What do you think about abortion?
Fabiola: I believe it’s a woman’s choice. We should have our say in it. For example, if you are not ready financially or emotionally, you have a choice of what you would like to do with the embryo.
What would you say to someone who said that a human embryo should have the same rights as other members of the human species?
Fabiola: If it’s brought into this world and then you say you don’t want it anymore, there’s always adoption, foster care, but as long as it’s inside of you and you have no emotional attachment to it then I believe that it’s still their choice. As long as it’s not six months and above and already kicking and moving like, “I want to come out.” If it’s doing that, then I’m like, “okay, at least birth it and if you want to give it away then you can give it away.” You can place it for adoption. Maybe there’s a family that’s infertile. Let’s bring something good into this world. But I wouldn’t want her feeling pressured. If she’s not ready, she’s not ready.
Do you believe in an afterlife?
Fabiola: I honestly don’t think so. I don’t know what happens once you die. I’m scared of going down and just blank nothingness. Sometimes I do feel maybe there is an afterlife, maybe it’s another type of being, like a caterpillar or something nice, a spider maybe. I do feel like there’s an afterlife, I guess. Your body decomposes to soil and from soil there’s a grain of sand or something. Then there’s an earthworm, it devours the sand or or dirt and all those things take part of it. It just gives me hope that some part of me is going to go into a little worm. It’s part of the ecosystem.

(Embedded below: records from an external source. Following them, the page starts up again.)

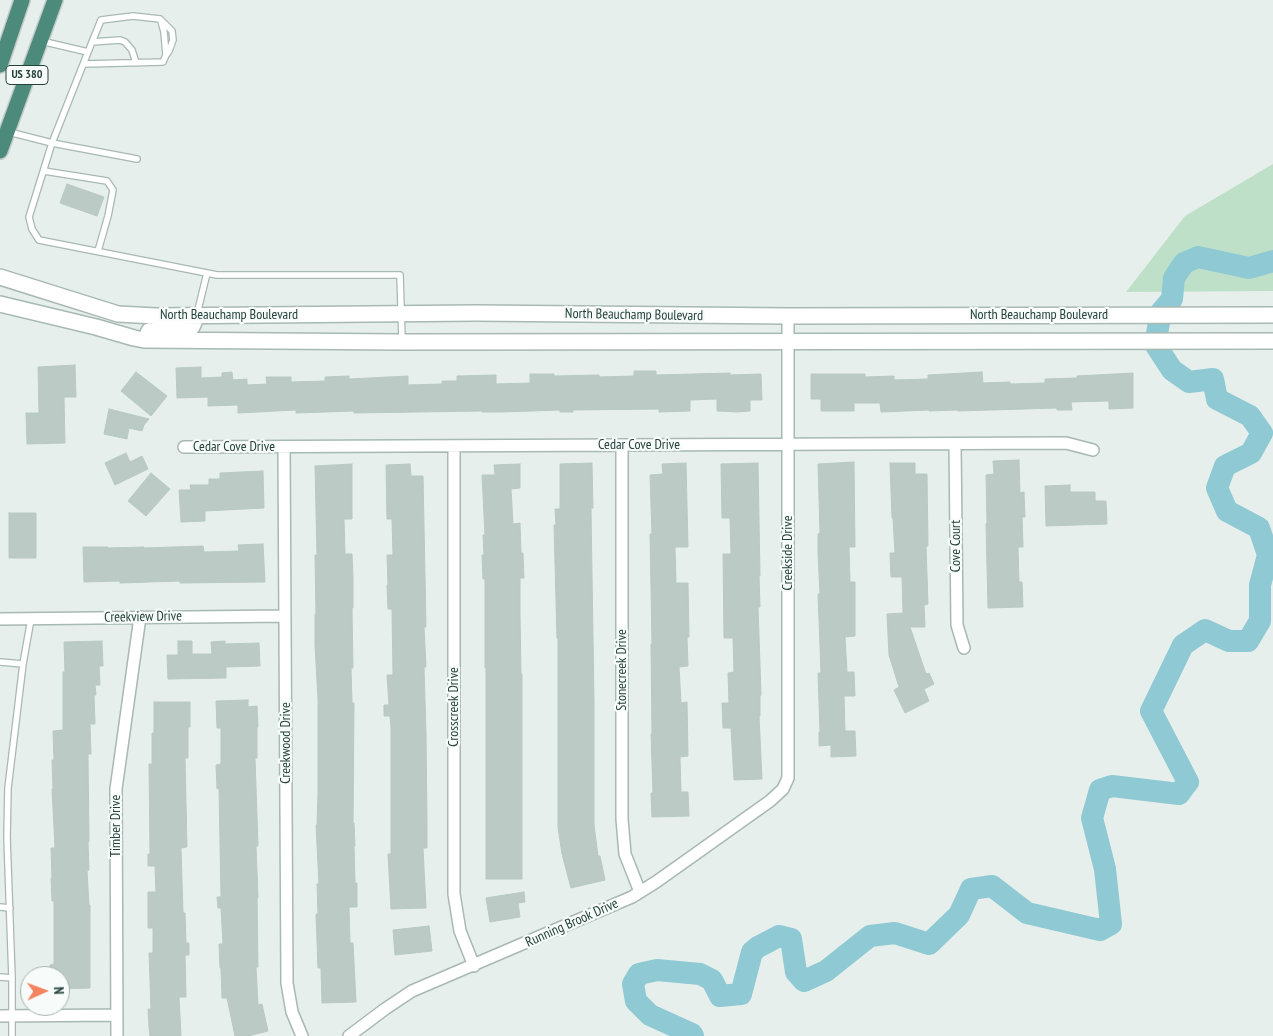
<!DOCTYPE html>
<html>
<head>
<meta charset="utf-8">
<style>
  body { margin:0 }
  #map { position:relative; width:1273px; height:1036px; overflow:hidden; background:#e6efeb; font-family:"PT Sans Narrow",sans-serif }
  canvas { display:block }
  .north { position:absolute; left:20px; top:966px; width:50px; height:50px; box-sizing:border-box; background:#f7fbf9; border:1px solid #a3b1ad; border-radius:50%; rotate:88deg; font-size:14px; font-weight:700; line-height:20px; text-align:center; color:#24423a }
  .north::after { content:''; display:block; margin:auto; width:18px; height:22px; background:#f4845f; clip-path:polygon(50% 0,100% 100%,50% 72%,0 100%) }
</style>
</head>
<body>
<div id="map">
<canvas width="1273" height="1036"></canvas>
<div class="north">N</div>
</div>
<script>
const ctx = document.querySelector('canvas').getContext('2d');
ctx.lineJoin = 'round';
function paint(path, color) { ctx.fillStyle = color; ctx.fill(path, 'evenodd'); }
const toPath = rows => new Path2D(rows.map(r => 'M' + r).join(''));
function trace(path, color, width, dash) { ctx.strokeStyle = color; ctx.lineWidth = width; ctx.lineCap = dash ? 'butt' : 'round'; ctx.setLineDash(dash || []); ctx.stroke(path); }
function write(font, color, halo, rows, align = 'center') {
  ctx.font = font + ' "PT Sans Narrow",sans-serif'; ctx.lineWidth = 4.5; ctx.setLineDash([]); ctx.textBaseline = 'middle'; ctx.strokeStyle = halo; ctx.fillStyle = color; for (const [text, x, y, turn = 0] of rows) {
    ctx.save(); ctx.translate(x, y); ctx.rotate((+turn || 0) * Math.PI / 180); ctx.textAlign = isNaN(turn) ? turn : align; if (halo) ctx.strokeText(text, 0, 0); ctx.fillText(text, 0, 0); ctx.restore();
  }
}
paint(toPath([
  [1273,164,1273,291,1126,292,1185,216]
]), '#bfe0c8');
trace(toPath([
  [693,1036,692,1034,650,1015,636,1001,633,984,639,974,657,970,700,974,712,980,720,996,741,994,752,952,758,947,779,936,791,939,796,972,804,981,826,971,870,936,895,933,929,944,959,915,971,889,992,886,1027,913,1100,930,1111,924,1105,869,1092,818,1100,790,1112,786,1179,794,1188,782,1151,711,1183,645,1205,630,1229,641,1248,641,1260,621,1260,585,1268,555,1259,528,1227,511,1217,488,1225,466,1251,453,1262,433,1250,416,1217,399,1213,379,1189,382,1172,370,1155,344,1161,312,1172,299,1174,278,1184,263,1198,257,1249,268,1273,261]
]), '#8ec9d4', 22);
const building = toPath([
  [67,184,104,197,97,216,60,203,67,184],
  [75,365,76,397,64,397,65,443,27,444,26,413,39,413,38,367,75,365],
  [201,367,201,378,222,377,222,373,232,372,233,380,247,379,247,385,267,384,266,377,291,377,291,382,325,381,325,377,349,376,349,379,408,376,408,385,442,384,442,381,457,381,457,376,496,375,496,384,530,383,530,374,554,374,554,376,599,375,599,377,634,376,634,371,656,371,656,375,730,373,730,375,761,374,762,400,750,400,750,411,737,412,717,411,717,399,690,400,690,411,659,412,659,409,573,410,573,412,560,412,560,410,502,412,482,412,482,411,354,413,354,411,296,413,296,410,238,413,238,405,208,406,208,397,177,398,176,368,201,367],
  [136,372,167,396,151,416,121,391,136,372],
  [982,372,983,383,1010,382,1010,384,1045,383,1045,379,1077,378,1077,376,1133,373,1133,408,1109,409,1109,401,1071,402,1072,410,1057,410,1057,408,958,411,958,410,929,411,929,410,881,412,880,403,854,403,854,411,821,411,821,399,811,399,811,374,865,374,865,377,894,376,894,380,928,379,928,375,982,372],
  [109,409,149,419,144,425,142,431,129,428,127,439,104,434,109,409],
  [126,453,130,462,142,456,148,469,115,485,105,463,126,453],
  [1019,460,1020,493,1024,492,1025,517,1022,517,1023,547,1018,547,1019,582,1022,582,1023,607,988,608,986,524,987,523,986,475,994,474,993,461,1019,460],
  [854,462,855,547,849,547,850,582,855,582,855,636,845,637,847,672,854,672,855,696,844,696,845,731,855,731,856,756,831,757,831,745,819,746,819,732,820,732,818,673,821,673,818,594,820,594,818,553,818,534,820,533,818,464,854,462],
  [592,463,593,508,591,508,594,704,594,825,598,856,600,856,605,880,571,888,562,854,558,827,558,638,557,638,554,525,556,525,555,509,560,509,560,464,592,463],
  [686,463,688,547,675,547,676,583,688,583,689,637,687,637,688,666,679,667,681,703,687,702,688,756,680,757,681,792,688,792,689,816,652,817,651,793,653,793,652,763,651,734,652,734,651,644,652,644,650,534,652,534,650,475,663,474,662,464,686,463],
  [758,463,760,576,759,576,760,607,758,607,761,695,760,696,760,716,759,716,762,779,734,780,731,728,723,728,722,703,729,703,728,673,734,672,733,638,724,638,723,554,731,554,730,518,722,518,721,464,758,463],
  [890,463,915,463,915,474,927,474,928,546,926,546,928,604,924,605,925,627,910,627,926,674,929,673,934,684,924,689,929,701,905,713,894,690,899,687,889,655,887,614,903,613,902,577,891,577,890,553,895,553,893,518,892,518,890,463],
  [352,464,352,519,344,519,345,554,352,554,353,578,353,608,352,608,353,668,351,668,352,703,354,703,353,823,354,823,355,846,354,846,355,883,357,883,357,907,349,907,350,943,353,943,356,1002,322,1003,321,968,318,968,316,914,318,914,317,884,319,884,316,825,317,825,318,794,318,699,315,645,315,614,316,614,315,555,317,555,315,466,352,464],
  [410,464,411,476,423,476,426,627,424,627,426,667,424,667,426,734,427,823,427,848,423,848,426,908,391,909,388,854,391,854,391,727,390,716,384,716,384,705,389,705,387,675,393,675,392,609,388,609,387,585,388,585,387,555,393,555,392,519,387,519,386,465,410,464],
  [520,464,520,488,511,489,513,524,520,523,521,553,523,553,524,578,520,578,520,614,521,674,522,674,522,879,486,879,486,668,485,668,485,579,483,579,482,555,484,555,483,535,485,535,482,475,495,475,494,465,520,464],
  [263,471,264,508,205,511,205,521,181,522,179,490,191,490,190,485,209,485,209,479,220,479,220,473,263,471],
  [151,473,170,489,146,516,128,501,151,473],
  [1070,485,1070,492,1095,492,1095,501,1106,501,1107,524,1046,526,1045,486,1070,485],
  [9,513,36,513,36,558,9,558,9,513],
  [263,544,265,582,180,583,180,581,120,583,120,581,84,582,83,547,108,547,108,548,144,547,144,548,203,546,204,552,239,551,238,545,263,544],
  [102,641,103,666,99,666,100,685,95,685,96,695,94,695,95,724,90,724,91,754,88,754,89,842,88,842,89,870,87,871,89,905,90,905,90,988,60,989,60,976,50,976,50,965,54,964,54,901,52,901,51,878,52,878,51,848,55,848,52,789,53,789,52,760,54,760,53,731,63,730,63,672,65,672,64,642,102,641],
  [178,641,192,641,192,654,212,654,211,642,225,641,225,644,259,643,260,666,226,667,226,678,168,679,167,655,178,655,178,641],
  [248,700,248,707,257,706,258,727,257,727,257,758,255,758,256,787,258,846,256,846,258,898,257,898,258,967,256,967,258,1005,262,1004,268,1031,248,1036,235,1036,227,998,222,998,221,968,220,968,219,944,223,944,221,908,218,908,217,897,221,897,219,788,217,789,216,765,221,764,221,728,217,728,216,701,248,700],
  [154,702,190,702,190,727,188,727,188,758,185,758,187,847,181,848,183,913,185,913,186,943,189,943,189,955,185,955,186,997,179,997,181,1036,150,1036,149,1027,148,1009,151,1009,149,953,153,953,153,928,148,928,148,892,156,892,155,866,148,866,148,854,150,854,149,764,152,764,152,733,154,733,154,702],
  [524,892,525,902,518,903,520,917,490,922,486,898,524,892],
  [429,926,432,951,395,955,393,930,429,926]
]);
paint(building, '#bbcac4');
trace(building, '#b8c9c2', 1);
const service = toPath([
  [161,21,164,32,166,55],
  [41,41,88,52,52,143,29,217,32,229,39,240,217,275,400,275,402,340],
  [92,42,120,40,125,42,132,50,136,63],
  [84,64,163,62,166,55,169,51,173,40,172,31,160,19,133,16,101,20,88,52],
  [9,132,52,143,137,159],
  [44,171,107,181,113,190,108,216,98,251],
  [197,314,207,273],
  [0,662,23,664,31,619],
  [0,907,10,908],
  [0,977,12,978],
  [12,1036,12,978,7,837,8,788,23,664]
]);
const minor = toPath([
  [955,444,957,625,964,648],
  [622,445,622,819,625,854,640,892],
  [454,446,454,894,460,931,474,966],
  [184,447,1066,443,1093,450],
  [284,447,287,983,292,1012,302,1036],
  [0,619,285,616],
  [0,1016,117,1015],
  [117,1036,116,789,140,617],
  [349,1036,385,1009,412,991,632,897,656,882,770,801,783,789,788,778,788,316]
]);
const tertiary = toPath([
  [0,277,118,314,156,316,476,313,788,316,1273,315],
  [0,304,96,327,134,338,144,340,402,342,1273,341],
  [148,333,149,331,192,327,197,316]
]);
const trunk = toPath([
  [0,65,22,0],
  [0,151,55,0]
]);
trace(service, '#a8b8b2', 8);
trace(minor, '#a8b8b2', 14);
trace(tertiary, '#a8b8b2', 18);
trace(trunk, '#c2cac8', 18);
trace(service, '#fff', 5.5);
trace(minor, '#fff', 11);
trace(tertiary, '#fff', 15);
trace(trunk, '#4c8a7c', 15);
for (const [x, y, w] of [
  [27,75,42]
]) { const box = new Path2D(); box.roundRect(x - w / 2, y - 9.5, w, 19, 4); ctx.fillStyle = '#f7fbf9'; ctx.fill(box); trace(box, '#24423a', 1); }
write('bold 12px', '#24423a', null, [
  ["US 380",27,75]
]);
write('14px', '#24423a', '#f7fbf9', [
  ["North Beauchamp Boulevard",229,315],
  ["North Beauchamp Boulevard",634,315,1],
  ["North Beauchamp Boulevard",1039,315],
  ["Cedar Cove Drive",639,445],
  ["Cedar Cove Drive",234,447],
  ["Cove Court",956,546,-90],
  ["Creekside Drive",788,553,-90],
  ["Creekview Drive",143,617,-1],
  ["Stonecreek Drive",622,670,-90],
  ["Crosscreek Drive",454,707,-90],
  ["Creekwood Drive",286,743,-90],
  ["Timber Drive",116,826,-90],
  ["Running Brook Drive",572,923,-24]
]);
</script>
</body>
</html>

Califonia Catholic Daily/Mary Rose: Do you consider yourself religious?
Kiana: Yeah, to a degree. I guess when I really need it, I pray for something. Not for my benefit. When I’m feeling low I pray. I was raised Catholic.
Do you agree with the moral teachings of the Catholic Church?
Kiana: I did the whole confirmation and stuff and weirdly the teachers there all say different things. Some kid raised his hand and was like, “what’s your view on gays” and every teacher says a different thing. It’s whatever. I don’t actually like pay attention to that side of it. It’s more of a like spiritual other side of it.
Did you develop your own moral code?
Kiana: If you’re not strict on the whole Bible thing, you work yourself into what you see as what God wants I guess.
The Catholic Church forbids abortion. What do you think about that?
Kiana: We did a whole lesson on that. They see it as the child already has sin before it’s born, so it won’t go to heaven. It will be in limbo and that they just go to nothingness and that’s why they’re so against it. I wouldn’t want anyone to go to nothingness, so I guess I’m not for abortion, but I’m not against it. I wouldn’t use it as a form of birth control, but there are situations like what if the person was raped and she can’t handle having a baby? There’s things that you can’t handle.
If someone asked you who Jesus is what would you say?
Kiana: I think it’s different for everyone. For me, it’s really hope and redemption. Any time you were in need, that’s when it pops in your head. You always think that some higher power is going to help you, so why not God. Put a face to it.
Do you believe in an afterlife?
Kiana: Oh, I sure hope so!
California Catholic Daily exclusive by Mary Rose.